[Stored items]
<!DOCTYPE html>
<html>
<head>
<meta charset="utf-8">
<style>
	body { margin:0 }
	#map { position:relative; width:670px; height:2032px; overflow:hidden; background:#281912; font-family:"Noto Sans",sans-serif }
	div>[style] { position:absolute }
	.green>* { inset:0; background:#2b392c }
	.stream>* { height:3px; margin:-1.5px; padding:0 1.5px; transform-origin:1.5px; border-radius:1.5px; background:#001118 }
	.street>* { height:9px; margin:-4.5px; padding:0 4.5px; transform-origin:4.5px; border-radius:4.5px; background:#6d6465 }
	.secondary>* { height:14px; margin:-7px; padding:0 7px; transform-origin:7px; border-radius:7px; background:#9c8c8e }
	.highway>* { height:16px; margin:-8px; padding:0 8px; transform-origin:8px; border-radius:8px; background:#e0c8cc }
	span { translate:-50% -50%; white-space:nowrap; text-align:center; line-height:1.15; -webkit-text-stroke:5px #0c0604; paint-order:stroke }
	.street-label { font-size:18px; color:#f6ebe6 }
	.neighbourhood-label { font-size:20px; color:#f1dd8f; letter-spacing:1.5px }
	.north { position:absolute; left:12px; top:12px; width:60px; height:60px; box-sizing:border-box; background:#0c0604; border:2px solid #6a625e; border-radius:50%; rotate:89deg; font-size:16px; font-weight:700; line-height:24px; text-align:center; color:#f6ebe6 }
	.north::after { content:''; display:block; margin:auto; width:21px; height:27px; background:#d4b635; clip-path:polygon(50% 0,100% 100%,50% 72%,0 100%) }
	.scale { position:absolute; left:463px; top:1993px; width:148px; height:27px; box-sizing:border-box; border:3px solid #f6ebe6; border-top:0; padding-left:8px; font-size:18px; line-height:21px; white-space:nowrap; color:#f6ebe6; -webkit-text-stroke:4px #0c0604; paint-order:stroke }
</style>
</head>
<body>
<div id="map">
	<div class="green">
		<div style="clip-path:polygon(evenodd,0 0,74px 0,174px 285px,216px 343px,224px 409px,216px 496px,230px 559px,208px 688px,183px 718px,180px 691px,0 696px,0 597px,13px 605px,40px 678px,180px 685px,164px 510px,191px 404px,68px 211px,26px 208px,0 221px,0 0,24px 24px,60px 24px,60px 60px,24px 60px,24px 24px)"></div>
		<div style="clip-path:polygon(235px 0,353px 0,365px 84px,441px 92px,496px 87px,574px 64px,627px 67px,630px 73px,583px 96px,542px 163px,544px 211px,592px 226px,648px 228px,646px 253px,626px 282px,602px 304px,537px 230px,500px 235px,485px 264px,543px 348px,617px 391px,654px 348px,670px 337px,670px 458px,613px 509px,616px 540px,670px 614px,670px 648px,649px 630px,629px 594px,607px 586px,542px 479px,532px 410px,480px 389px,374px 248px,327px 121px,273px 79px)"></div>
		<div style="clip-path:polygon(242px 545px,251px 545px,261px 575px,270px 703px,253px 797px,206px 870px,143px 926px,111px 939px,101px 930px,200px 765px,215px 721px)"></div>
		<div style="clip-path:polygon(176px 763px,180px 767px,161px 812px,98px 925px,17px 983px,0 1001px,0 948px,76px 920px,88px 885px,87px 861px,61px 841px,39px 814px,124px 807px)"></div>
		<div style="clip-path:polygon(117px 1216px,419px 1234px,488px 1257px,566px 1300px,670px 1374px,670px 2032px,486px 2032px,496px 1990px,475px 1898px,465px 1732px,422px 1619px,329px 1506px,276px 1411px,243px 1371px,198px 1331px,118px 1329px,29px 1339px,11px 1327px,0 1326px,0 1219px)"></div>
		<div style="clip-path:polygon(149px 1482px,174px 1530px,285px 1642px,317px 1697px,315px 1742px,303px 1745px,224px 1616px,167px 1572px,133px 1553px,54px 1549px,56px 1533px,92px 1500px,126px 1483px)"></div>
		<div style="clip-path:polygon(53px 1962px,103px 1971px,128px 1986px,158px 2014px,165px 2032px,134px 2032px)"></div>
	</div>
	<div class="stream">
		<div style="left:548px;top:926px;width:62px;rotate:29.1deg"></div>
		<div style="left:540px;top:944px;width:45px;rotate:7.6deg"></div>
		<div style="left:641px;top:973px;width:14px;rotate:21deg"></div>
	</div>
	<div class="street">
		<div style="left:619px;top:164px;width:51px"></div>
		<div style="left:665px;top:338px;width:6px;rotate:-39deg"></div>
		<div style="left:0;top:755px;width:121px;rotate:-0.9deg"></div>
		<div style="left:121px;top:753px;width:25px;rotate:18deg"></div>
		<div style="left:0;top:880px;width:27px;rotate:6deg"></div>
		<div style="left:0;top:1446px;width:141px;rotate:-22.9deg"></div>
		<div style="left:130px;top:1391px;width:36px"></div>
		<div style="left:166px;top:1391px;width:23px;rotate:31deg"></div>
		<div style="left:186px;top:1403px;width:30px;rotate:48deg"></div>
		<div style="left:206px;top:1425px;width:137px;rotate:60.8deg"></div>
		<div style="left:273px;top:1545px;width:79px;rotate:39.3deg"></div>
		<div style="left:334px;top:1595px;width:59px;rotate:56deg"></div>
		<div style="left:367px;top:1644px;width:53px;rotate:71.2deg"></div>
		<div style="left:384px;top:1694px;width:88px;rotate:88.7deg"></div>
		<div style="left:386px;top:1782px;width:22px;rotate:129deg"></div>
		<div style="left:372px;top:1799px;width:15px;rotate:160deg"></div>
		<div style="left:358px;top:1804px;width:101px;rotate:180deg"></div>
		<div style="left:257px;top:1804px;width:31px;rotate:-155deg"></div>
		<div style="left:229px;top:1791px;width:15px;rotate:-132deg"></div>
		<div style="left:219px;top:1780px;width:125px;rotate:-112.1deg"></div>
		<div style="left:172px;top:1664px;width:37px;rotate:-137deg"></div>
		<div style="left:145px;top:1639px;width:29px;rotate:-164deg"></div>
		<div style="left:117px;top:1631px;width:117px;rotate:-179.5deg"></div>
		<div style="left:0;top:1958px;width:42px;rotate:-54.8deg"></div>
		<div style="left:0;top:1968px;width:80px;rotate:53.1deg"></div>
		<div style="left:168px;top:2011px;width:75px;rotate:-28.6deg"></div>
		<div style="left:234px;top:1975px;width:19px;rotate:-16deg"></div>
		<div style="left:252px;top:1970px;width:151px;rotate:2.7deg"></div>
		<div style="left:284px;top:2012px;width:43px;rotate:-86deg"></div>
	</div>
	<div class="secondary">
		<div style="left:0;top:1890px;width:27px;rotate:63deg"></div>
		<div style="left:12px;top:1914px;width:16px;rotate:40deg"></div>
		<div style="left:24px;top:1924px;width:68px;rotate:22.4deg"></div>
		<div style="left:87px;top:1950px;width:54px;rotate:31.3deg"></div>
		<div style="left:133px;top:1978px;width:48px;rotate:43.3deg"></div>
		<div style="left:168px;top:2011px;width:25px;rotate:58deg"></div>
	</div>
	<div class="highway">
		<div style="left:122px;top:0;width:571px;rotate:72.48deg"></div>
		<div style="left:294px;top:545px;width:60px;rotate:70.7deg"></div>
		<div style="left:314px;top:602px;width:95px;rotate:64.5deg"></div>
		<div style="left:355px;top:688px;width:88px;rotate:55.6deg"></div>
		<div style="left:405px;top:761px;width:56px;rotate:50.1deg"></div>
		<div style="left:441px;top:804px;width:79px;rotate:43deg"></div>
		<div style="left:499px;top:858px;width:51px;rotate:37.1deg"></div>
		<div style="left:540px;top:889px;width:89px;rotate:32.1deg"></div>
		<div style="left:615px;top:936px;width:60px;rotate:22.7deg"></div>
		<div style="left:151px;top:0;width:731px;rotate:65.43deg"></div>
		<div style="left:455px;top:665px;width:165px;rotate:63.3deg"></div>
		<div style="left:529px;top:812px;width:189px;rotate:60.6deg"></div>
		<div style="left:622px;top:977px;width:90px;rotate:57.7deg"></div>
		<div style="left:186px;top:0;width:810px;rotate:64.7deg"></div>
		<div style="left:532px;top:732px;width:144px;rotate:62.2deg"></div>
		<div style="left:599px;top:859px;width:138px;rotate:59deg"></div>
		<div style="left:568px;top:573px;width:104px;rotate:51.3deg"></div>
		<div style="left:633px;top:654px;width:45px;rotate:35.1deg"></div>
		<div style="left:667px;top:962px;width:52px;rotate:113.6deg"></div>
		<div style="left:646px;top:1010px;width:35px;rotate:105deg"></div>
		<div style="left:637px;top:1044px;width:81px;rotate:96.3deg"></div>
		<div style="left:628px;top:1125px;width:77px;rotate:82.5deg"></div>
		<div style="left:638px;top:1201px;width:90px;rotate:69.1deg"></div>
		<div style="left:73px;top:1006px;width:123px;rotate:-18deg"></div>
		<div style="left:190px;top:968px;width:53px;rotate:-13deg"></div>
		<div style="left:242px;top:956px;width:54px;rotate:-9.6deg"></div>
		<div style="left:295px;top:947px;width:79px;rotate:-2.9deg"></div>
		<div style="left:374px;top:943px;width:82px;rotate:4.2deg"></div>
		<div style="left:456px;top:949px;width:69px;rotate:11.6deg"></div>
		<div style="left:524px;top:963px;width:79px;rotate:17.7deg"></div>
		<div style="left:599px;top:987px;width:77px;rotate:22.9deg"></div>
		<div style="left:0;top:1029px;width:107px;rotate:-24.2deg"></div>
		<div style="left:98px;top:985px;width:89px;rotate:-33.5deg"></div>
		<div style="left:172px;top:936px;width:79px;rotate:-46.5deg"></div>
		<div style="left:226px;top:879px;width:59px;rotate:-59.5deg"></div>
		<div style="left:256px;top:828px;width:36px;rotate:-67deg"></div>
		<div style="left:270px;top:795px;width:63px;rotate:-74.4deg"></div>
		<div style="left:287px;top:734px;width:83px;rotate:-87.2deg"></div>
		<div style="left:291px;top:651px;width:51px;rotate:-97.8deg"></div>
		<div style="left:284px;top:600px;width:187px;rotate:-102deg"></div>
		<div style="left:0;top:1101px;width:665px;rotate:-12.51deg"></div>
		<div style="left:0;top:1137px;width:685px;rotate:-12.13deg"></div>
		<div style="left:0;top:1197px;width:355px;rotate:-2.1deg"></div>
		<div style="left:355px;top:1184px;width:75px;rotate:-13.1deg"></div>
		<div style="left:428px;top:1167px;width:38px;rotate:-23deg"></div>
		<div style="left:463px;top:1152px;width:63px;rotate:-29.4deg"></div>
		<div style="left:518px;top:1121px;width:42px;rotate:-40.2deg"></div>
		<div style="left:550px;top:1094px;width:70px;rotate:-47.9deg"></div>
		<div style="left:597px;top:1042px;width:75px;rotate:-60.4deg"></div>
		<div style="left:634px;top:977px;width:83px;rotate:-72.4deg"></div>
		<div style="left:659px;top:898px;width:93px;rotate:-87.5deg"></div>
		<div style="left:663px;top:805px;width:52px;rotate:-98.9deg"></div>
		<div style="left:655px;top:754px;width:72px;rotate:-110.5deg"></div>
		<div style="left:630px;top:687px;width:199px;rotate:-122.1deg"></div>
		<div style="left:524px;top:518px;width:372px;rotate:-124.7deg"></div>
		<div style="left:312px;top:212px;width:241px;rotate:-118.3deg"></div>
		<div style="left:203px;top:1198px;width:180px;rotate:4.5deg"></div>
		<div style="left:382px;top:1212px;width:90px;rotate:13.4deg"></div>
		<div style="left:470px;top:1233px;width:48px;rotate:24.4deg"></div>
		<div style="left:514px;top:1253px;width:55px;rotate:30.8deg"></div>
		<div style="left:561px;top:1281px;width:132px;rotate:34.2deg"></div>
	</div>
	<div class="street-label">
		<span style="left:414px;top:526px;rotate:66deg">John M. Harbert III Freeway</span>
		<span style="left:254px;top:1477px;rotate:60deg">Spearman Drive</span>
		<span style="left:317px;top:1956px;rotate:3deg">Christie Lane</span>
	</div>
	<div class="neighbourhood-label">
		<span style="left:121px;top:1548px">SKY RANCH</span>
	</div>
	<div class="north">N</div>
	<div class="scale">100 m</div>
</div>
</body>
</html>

» TRY IT:
The answer should be only the number of lines in the data that contain the string "stream".

» ANSWER:
2